▶ [Your assignment]: Your answer should be an exact copy of the lines from the start of the entries to the line containing "Find all text", both included.
Dataset entries: Begin
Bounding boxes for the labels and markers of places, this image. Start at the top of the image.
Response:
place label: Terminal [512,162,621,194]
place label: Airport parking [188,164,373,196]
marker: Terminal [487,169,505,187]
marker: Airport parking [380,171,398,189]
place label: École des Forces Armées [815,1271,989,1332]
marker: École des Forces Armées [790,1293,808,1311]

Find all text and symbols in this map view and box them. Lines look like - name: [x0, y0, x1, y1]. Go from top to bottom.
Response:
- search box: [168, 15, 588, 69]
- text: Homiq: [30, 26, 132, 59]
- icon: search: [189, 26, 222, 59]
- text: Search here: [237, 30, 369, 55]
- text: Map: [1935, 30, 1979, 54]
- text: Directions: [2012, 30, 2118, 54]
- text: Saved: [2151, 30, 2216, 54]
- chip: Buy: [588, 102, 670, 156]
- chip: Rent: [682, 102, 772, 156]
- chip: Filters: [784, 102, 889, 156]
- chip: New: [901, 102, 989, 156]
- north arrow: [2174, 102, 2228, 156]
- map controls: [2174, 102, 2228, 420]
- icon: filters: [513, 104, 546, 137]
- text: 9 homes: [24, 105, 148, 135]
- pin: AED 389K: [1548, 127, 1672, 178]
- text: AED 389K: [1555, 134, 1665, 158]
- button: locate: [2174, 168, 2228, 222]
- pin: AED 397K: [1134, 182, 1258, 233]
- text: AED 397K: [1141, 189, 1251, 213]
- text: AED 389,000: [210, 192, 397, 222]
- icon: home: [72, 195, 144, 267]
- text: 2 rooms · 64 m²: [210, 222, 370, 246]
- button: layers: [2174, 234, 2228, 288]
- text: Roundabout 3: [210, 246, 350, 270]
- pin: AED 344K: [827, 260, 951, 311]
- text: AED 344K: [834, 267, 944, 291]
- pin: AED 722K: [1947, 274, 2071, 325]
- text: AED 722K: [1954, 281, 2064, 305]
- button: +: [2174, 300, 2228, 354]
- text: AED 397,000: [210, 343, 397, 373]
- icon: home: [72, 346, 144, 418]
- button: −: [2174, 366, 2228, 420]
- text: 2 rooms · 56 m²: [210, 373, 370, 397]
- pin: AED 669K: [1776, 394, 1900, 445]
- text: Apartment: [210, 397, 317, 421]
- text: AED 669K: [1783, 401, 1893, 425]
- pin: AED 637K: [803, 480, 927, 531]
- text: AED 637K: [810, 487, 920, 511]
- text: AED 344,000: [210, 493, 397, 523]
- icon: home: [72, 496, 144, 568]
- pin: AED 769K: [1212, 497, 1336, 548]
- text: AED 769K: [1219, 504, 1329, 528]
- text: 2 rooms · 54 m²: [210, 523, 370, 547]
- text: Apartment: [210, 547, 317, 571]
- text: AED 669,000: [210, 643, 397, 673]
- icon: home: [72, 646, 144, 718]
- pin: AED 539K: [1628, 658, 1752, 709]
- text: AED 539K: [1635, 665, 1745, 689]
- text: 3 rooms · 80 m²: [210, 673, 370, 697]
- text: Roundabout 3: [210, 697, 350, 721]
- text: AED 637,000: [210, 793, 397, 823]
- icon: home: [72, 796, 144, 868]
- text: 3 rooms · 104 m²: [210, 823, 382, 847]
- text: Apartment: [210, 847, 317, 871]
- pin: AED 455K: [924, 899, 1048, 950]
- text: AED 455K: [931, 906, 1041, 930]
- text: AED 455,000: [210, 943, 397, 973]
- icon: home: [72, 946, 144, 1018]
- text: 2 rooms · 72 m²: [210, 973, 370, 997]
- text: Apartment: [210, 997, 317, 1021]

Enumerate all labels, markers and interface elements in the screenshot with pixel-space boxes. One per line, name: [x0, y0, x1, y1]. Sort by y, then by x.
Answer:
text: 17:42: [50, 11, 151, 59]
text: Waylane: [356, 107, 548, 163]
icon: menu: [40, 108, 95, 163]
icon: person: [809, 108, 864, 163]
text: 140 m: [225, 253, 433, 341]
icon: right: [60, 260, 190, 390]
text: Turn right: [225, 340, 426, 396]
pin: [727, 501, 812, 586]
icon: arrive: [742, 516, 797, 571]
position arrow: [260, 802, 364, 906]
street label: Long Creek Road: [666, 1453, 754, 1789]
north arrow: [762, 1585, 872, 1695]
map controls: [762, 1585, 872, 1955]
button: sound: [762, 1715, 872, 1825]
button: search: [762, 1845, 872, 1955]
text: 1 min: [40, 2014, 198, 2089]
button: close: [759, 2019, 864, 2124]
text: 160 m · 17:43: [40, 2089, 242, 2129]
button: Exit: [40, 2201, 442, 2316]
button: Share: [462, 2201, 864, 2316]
Dataset entries: End
▶ [Task answer]:
Bounding boxes for the labels and markers of places, this image. Start at the top of the image.
Response:
place label: Terminal [512,162,621,194]
place label: Airport parking [188,164,373,196]
marker: Terminal [487,169,505,187]
marker: Airport parking [380,171,398,189]
place label: École des Forces Armées [815,1271,989,1332]
marker: École des Forces Armées [790,1293,808,1311]

Find all text and symbols in this map view and box them. Lines look like - name: [x0, y0, x1, y1]. Go from top to bottom.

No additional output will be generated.